Il passato che non si lascia dimenticare, così come entra in azione nel circuito della temporalità traumatica, non dà luogo ad alcuna estasi, né ad alcun ritrovamento del tempo perduto, ma segnala l’impossibilità per il soggetto di liberarsi da un peso opprimente, da una insistenza demoniaca, “al di là del principio di piacere” direbbe Freud, da una compulsione a ripetere che sottopone il soggetto a un giogo perpetuo. […] La violenza è la violenza della ripetizione che esclude il movimento della soggettivazione. È quello che viene messo in luce drammaticamente nelle forme della dipendenza cosiddetta patologica. In questi casi la violenza è provocata dal fallimento della “ripresa” soggettiva della ripetizione. La violenza consiste nel carattere inesorabile della ripetizione.
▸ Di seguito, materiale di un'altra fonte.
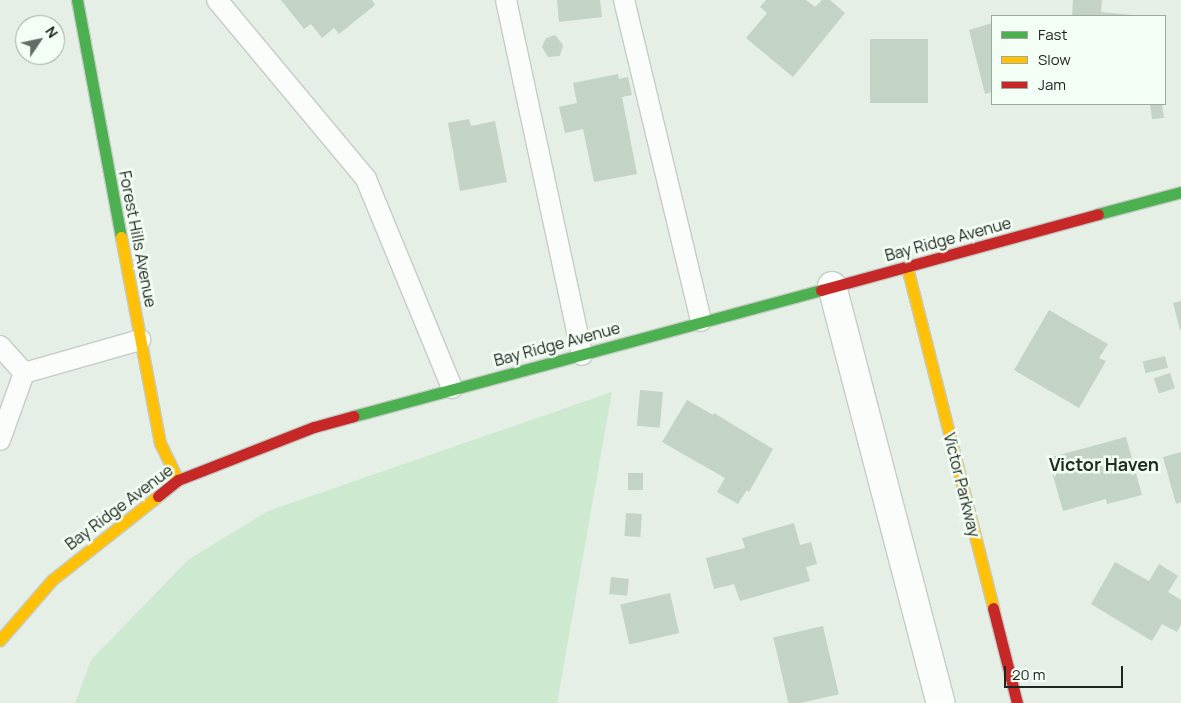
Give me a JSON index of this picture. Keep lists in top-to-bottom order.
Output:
{
  "streets": {
    "main road": ["Forest Hills Avenue", "Bay Ridge Avenue", "Victor Parkway"]
  },
  "crossings": [
    ["Forest Hills Avenue", "Bay Ridge Avenue"],
    ["Bay Ridge Avenue", "Victor Parkway"]
  ],
  "districts": ["Victor Haven"],
  "legend": ["Fast", "Slow", "Jam"],
  "scale_bar": "20 m",
  "north": "top right"
}
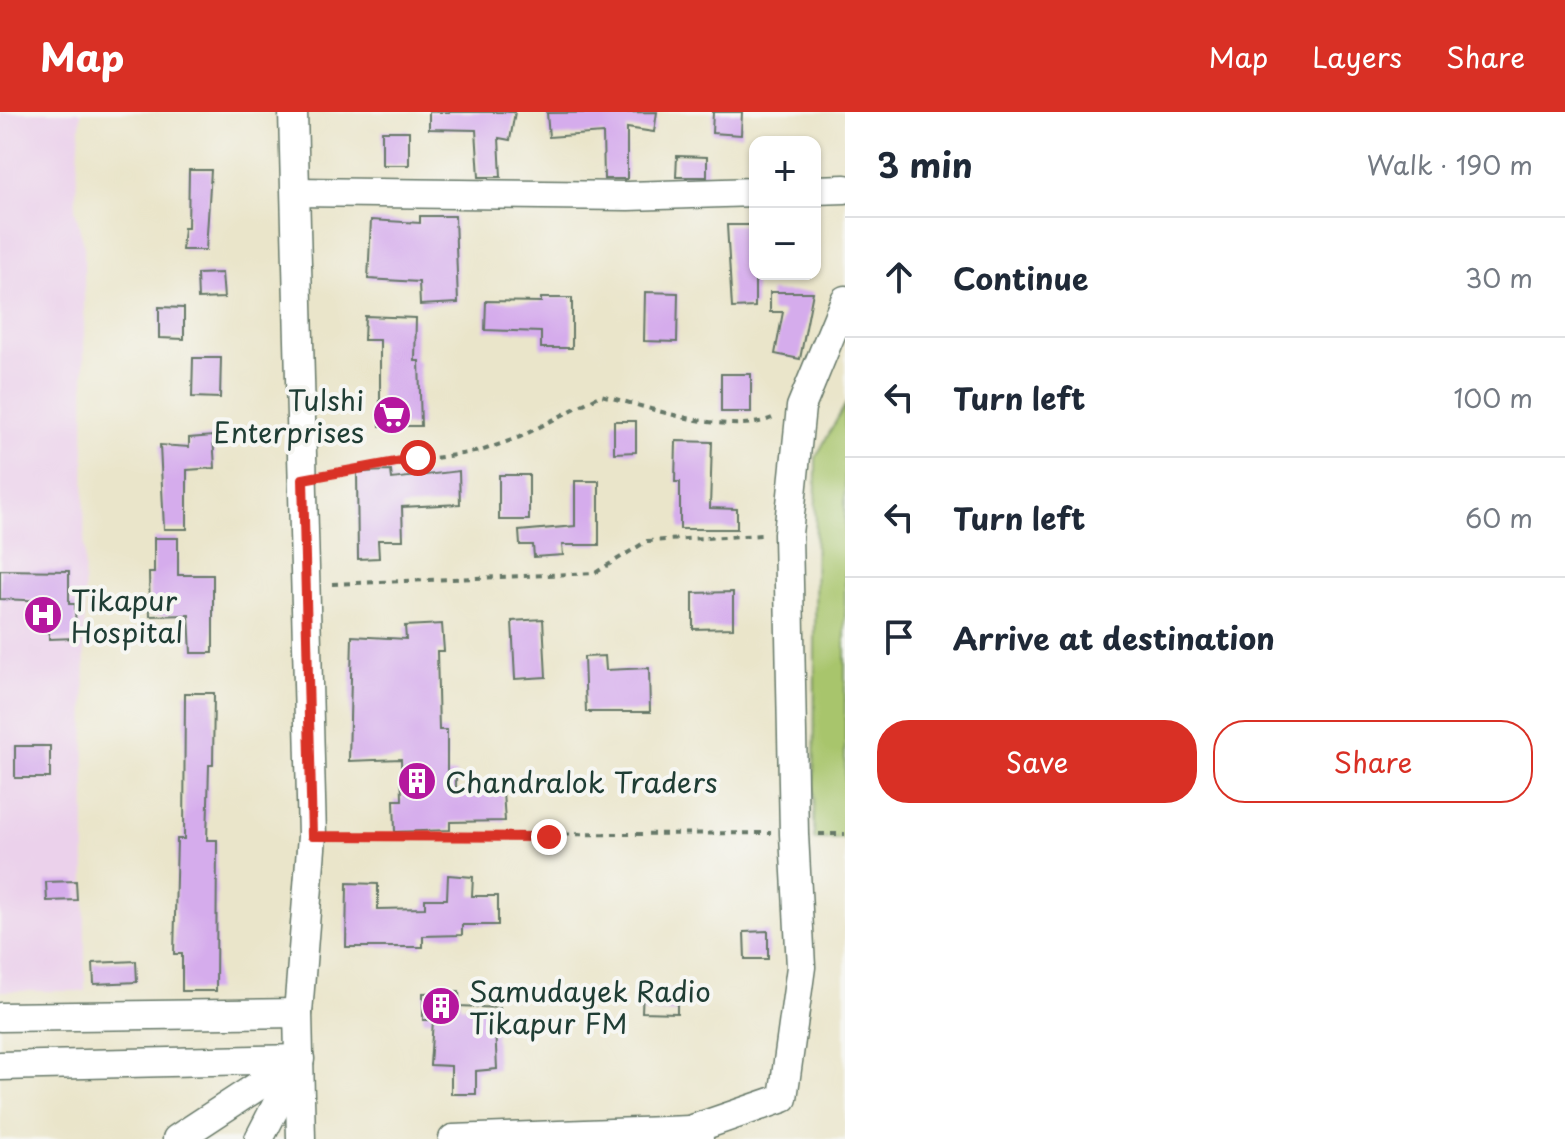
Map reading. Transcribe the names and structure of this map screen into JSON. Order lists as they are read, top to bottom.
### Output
{
  "places": {
    "supermarket": ["Tulshi Enterprises"],
    "hospital": ["Tikapur Hospital"],
    "building": ["Chandralok Traders", "Samudayek Radio Tikapur FM"]
  },
  "page": {
    "header": "Map",
    "nav": ["Map", "Layers", "Share"],
    "heading": ["3 min", "Walk · 190 m"],
    "map_buttons": ["+", "−"],
    "list": [
      ["Continue", "30 m"],
      ["Turn left", "100 m"],
      ["Turn left", "60 m"],
      "Arrive at destination"
    ],
    "buttons": ["Save", "Share"]
  }
}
Per questo Lacan insiste nel presentare il soggetto dell’inconscio come una discontinuità rispetto all’automatismo della ripetizione. Sartre aveva ragione nella sua critica a Freud: la “personalizzazione” dipende dalla “costituzione” ma non è un suo effetto necessario. Ma come si può trasformare la violenza necessaria della ripetizione? In questione, come si vede, è il problema della soggettivazione nel suo rapporto con le procedure di assoggettamento. Come si eredita il proprio passato? Quando un passato diventa “proprio”? Può un passato diventare “proprio”? Cosa significa ereditare? Cosa significa provenire, discendere, venire dall’Altro singolarizzando questa provenienza? La trasmissione, per esempio, del desiderio da una generazione all’altra non può mai essere una mera ripetizione. Ereditare significa assumere soggettivamente la dimensione simbolica del debito. Per non ripetere lo Stesso non bisogna cancellare il debito perché tale cancellazione implica inesorabilmente che ciò che non è entrato nel simbolico, come direbbe Lacan, ritorni direttamente nel reale. La violenza è la violenza che esige la ripetizione dello Stesso. «Sono arrabbiata perché non c’è più nessuno con il quale essere arrabbiata », dichiarava una mia giovane paziente in un punto assai avanzato della sua analisi. Solo l’incontro con l’inesistenza dell’Altro — reso possibile dall’analisi — è la condizione perché vi sia una soggettivazione della ripetizione.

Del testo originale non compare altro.